Thursday, July 27, 2006

There are other ways to deal with jet lag, I suppose

After a long night flying back from the west coast I decided to start this blog--unemployed negativity. What does the title mean? Well the term itself comes from Bataille. But I am so not interested in its pedigree. For me the term suggests a sort of surplus of critical energy, moving beyond the official channels of research, teaching, etc. Besides I have more projects than titles right now, and I have to save the really good titles.
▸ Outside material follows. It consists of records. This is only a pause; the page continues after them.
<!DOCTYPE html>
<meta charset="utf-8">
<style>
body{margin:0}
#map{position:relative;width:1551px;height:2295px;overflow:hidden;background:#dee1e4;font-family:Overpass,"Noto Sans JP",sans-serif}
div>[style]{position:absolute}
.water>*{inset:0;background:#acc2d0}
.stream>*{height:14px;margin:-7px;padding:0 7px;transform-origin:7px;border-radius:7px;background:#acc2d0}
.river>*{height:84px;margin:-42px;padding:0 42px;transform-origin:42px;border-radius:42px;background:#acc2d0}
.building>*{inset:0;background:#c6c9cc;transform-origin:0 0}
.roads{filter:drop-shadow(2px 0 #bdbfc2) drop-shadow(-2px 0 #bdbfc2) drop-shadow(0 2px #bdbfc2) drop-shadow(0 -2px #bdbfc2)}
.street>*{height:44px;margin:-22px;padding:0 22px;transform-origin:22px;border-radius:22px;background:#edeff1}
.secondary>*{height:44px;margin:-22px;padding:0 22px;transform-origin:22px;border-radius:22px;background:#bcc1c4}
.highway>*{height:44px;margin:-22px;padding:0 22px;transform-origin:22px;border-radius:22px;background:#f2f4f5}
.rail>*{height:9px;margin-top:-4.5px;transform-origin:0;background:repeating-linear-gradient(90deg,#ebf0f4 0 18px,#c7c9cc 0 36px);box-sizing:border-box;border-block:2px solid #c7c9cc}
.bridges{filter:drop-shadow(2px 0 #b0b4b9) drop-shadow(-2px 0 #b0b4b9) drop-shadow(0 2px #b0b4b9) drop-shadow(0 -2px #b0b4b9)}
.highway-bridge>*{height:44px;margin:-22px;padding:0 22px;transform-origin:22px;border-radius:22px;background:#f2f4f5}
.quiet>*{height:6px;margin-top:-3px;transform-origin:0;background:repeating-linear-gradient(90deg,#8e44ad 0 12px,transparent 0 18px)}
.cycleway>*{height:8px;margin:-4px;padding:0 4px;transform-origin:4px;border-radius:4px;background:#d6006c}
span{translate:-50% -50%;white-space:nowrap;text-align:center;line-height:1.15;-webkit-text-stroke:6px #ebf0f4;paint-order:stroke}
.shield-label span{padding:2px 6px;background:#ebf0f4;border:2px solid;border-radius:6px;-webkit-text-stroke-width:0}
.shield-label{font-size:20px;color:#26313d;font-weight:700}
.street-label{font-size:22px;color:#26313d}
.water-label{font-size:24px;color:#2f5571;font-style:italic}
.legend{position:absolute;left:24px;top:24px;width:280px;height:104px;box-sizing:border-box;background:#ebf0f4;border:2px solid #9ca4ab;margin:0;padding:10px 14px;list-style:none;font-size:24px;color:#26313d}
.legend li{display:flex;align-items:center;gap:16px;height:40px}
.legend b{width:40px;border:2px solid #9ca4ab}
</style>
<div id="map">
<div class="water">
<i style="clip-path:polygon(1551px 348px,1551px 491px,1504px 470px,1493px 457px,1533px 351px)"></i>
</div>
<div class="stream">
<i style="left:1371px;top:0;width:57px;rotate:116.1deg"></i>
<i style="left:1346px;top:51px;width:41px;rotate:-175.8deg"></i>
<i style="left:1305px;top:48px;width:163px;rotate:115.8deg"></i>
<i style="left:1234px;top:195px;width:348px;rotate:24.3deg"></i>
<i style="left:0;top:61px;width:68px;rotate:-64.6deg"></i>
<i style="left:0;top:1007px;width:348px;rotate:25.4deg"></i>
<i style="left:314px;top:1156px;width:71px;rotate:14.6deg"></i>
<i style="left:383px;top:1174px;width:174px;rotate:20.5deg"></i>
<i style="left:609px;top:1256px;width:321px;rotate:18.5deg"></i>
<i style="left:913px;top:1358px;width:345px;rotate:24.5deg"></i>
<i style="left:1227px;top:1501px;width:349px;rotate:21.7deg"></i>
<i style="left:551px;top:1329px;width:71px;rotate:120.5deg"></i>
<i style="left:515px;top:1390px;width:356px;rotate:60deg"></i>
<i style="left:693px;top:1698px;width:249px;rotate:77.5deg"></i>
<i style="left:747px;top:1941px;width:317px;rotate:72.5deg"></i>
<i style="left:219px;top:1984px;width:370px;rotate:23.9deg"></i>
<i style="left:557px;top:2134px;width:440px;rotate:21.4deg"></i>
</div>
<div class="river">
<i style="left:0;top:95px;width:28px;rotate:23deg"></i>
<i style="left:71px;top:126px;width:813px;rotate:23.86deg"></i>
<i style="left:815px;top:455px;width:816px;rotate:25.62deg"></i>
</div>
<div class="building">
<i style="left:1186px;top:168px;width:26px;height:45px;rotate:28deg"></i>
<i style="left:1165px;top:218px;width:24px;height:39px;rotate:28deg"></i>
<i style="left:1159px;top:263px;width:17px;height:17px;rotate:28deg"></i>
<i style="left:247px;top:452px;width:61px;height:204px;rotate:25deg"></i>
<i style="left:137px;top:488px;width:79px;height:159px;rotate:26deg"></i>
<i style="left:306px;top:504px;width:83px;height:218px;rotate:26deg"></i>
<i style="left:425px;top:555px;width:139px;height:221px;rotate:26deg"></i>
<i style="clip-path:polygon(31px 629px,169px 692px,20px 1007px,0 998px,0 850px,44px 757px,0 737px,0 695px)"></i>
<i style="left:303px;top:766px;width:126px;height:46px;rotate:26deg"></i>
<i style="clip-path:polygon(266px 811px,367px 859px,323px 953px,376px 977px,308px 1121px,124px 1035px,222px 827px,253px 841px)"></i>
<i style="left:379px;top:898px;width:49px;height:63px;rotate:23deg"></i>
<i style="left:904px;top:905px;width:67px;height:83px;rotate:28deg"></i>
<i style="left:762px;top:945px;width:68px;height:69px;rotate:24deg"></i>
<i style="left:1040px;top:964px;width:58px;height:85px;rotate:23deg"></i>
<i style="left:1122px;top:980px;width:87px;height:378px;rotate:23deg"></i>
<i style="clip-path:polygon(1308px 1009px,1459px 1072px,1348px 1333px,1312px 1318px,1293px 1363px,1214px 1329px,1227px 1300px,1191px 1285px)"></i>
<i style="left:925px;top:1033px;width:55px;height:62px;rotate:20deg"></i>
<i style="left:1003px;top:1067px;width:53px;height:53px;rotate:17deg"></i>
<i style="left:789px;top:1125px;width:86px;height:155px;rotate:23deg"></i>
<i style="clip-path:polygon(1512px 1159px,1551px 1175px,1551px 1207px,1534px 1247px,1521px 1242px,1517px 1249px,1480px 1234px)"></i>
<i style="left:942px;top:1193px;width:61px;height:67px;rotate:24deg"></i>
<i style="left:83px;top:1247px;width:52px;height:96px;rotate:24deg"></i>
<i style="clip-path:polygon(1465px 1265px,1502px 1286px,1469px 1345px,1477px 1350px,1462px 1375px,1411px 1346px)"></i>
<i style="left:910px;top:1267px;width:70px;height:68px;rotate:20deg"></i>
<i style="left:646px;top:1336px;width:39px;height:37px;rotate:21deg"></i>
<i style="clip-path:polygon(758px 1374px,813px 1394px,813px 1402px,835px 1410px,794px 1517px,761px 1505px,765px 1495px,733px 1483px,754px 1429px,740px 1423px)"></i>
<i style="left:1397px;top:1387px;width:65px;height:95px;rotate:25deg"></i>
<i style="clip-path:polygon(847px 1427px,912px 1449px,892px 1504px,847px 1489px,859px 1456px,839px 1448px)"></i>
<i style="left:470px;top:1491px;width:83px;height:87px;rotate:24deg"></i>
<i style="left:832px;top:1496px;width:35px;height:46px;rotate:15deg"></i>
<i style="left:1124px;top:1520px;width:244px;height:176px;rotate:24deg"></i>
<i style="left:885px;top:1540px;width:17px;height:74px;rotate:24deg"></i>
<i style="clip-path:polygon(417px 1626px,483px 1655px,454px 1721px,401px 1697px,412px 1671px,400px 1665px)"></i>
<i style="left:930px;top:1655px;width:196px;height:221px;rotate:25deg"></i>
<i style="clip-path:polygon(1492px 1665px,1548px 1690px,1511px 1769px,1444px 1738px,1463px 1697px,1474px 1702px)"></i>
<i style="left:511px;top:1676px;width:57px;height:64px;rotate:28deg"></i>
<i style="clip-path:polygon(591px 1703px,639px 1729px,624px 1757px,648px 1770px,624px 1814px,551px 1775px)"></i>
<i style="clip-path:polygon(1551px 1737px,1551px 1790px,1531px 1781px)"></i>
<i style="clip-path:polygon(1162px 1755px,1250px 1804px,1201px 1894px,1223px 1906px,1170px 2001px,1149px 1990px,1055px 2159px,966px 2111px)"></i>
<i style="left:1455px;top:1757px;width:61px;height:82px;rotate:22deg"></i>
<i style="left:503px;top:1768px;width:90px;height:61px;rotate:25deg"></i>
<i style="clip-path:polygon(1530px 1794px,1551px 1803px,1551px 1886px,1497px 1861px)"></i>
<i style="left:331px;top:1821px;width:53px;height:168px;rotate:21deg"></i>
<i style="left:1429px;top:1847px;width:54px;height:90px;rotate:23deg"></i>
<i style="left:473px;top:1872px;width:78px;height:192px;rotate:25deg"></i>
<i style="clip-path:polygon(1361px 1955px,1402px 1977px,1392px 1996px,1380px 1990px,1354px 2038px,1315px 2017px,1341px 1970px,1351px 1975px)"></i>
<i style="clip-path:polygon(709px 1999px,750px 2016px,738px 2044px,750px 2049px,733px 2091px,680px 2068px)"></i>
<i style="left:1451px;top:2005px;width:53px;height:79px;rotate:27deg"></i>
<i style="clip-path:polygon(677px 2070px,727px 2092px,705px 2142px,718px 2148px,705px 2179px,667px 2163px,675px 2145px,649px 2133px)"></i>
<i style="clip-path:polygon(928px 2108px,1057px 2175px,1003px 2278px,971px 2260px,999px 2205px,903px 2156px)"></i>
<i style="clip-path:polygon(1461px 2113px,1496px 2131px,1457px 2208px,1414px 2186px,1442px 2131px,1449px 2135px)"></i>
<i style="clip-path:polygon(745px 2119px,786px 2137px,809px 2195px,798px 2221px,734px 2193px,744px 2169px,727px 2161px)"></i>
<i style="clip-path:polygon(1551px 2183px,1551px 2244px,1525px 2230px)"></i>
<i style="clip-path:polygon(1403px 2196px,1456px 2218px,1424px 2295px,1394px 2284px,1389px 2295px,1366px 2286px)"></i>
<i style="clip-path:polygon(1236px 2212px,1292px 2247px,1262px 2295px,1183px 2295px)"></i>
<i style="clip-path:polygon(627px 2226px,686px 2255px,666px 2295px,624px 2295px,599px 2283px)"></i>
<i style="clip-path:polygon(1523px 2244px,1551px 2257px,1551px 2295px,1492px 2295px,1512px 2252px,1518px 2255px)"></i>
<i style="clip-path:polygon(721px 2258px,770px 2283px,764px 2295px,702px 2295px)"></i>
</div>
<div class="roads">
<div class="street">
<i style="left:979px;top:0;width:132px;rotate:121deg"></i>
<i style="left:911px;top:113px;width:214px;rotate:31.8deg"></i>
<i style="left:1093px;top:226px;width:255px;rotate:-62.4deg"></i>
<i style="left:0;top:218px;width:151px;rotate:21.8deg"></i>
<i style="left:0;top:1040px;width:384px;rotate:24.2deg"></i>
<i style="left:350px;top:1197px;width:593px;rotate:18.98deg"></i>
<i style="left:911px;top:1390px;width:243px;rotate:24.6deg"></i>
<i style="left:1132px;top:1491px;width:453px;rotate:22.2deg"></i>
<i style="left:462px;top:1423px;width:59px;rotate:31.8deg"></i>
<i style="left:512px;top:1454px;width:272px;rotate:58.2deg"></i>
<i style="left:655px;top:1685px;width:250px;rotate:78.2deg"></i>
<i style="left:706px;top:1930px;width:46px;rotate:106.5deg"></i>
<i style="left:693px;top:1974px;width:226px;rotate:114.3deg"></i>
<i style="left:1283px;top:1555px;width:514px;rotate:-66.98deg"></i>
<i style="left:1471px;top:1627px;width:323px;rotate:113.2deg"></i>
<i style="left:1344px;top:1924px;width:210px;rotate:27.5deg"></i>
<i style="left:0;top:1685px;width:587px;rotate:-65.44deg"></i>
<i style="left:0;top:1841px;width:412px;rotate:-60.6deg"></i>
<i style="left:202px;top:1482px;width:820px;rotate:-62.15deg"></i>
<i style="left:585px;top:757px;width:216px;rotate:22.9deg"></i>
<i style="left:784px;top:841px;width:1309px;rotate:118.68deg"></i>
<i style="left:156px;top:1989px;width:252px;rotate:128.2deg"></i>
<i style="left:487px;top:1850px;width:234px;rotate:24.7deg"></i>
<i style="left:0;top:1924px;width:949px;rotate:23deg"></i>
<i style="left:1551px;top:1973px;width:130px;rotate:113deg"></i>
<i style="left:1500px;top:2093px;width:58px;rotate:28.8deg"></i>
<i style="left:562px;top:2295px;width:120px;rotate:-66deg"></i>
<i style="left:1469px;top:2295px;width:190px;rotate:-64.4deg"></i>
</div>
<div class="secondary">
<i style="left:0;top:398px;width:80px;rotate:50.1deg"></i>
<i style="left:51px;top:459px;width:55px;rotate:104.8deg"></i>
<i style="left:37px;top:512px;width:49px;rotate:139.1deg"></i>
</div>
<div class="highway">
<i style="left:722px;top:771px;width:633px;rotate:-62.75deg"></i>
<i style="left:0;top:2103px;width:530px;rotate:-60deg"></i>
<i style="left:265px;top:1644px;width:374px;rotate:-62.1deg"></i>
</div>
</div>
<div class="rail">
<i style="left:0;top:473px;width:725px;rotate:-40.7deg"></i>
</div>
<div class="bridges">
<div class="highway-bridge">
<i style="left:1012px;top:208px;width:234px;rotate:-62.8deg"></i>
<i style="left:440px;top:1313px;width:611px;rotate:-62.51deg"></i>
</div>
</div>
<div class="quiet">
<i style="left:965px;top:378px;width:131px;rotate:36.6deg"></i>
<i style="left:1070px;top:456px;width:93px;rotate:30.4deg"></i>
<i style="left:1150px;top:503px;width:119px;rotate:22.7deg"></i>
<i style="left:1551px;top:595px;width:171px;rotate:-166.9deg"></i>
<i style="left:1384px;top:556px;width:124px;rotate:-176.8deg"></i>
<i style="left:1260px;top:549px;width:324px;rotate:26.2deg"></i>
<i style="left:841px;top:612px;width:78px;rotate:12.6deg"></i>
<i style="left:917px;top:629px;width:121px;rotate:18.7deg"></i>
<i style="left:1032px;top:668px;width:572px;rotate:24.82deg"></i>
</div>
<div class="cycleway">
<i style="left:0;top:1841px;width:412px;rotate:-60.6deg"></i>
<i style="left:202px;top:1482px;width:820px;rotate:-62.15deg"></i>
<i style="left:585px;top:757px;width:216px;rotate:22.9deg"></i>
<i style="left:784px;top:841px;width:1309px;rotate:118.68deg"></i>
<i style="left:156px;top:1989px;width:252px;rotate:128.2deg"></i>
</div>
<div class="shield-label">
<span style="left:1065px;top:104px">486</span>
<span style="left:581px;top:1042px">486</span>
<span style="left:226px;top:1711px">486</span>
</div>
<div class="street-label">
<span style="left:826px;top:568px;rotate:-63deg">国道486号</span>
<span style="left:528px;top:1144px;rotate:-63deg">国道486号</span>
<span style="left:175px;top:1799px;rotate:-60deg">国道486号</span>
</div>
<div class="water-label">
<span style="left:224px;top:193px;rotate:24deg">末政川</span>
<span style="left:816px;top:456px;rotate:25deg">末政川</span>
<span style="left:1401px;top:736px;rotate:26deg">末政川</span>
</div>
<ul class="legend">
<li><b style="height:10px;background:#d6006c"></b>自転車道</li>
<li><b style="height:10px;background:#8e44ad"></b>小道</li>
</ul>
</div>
I flew Jet Blue for the first time, and while I enjoyed the blue chips, direct TV, and free wireless in JFK, I found one thing somewhat unsettling. Before take off the little TV screen, which is positioned front and center, kept flashing a series of little bits of advertising copy such as "Without you we would just be flying a bunch of televisions around the country" and "You are our favorite customer, but do not tell anyone." I might not have the wording right on those, but the latter pretty much matches one of the bits of advertising copy from Jose Saramago's The Cave. In Saramago's novel the advertising is for the center, a mall/urban center, which in the novel is pretty much a metonym for global capitalism itself. This overlap, in which, well what exactly...? Ironic advertisement imitates its own critique? Critique preempts that which it is critiquing?Or, some lazy but well read copywriter needs to give Saramago the credit? got me thinking about the challenges of representing corporations or representing capital in literature and film. Most of the attempts to do this fail, think of all of the Omnimarts, Megamarts, Megacorps, etc. that show up in film and TV. These lack in sublety, they are like films in which the villans wear elaborate uniforms with skulls on their epalets and toast "to evil." And Jet Blue's "Without you we would just be flying a bunch of televisions around the country" with its hint of human beings reduced to "conscious organs," a missing component of all of those TV's, already offers its own little critique.

I have to admit that I found the problem of representing capitalism interesting. It is why I read Saramago's novel. To do it well one must dispense with an evil genius, a secret lair, or even a master plan and get at the way in which capitalism functions anonymously, abstractly, through the work of all sorts of well intentioned people. Doing it well also means grasping the way in which corporations are incredibly adept at maintaining their image, to the point where they are the cultural critics.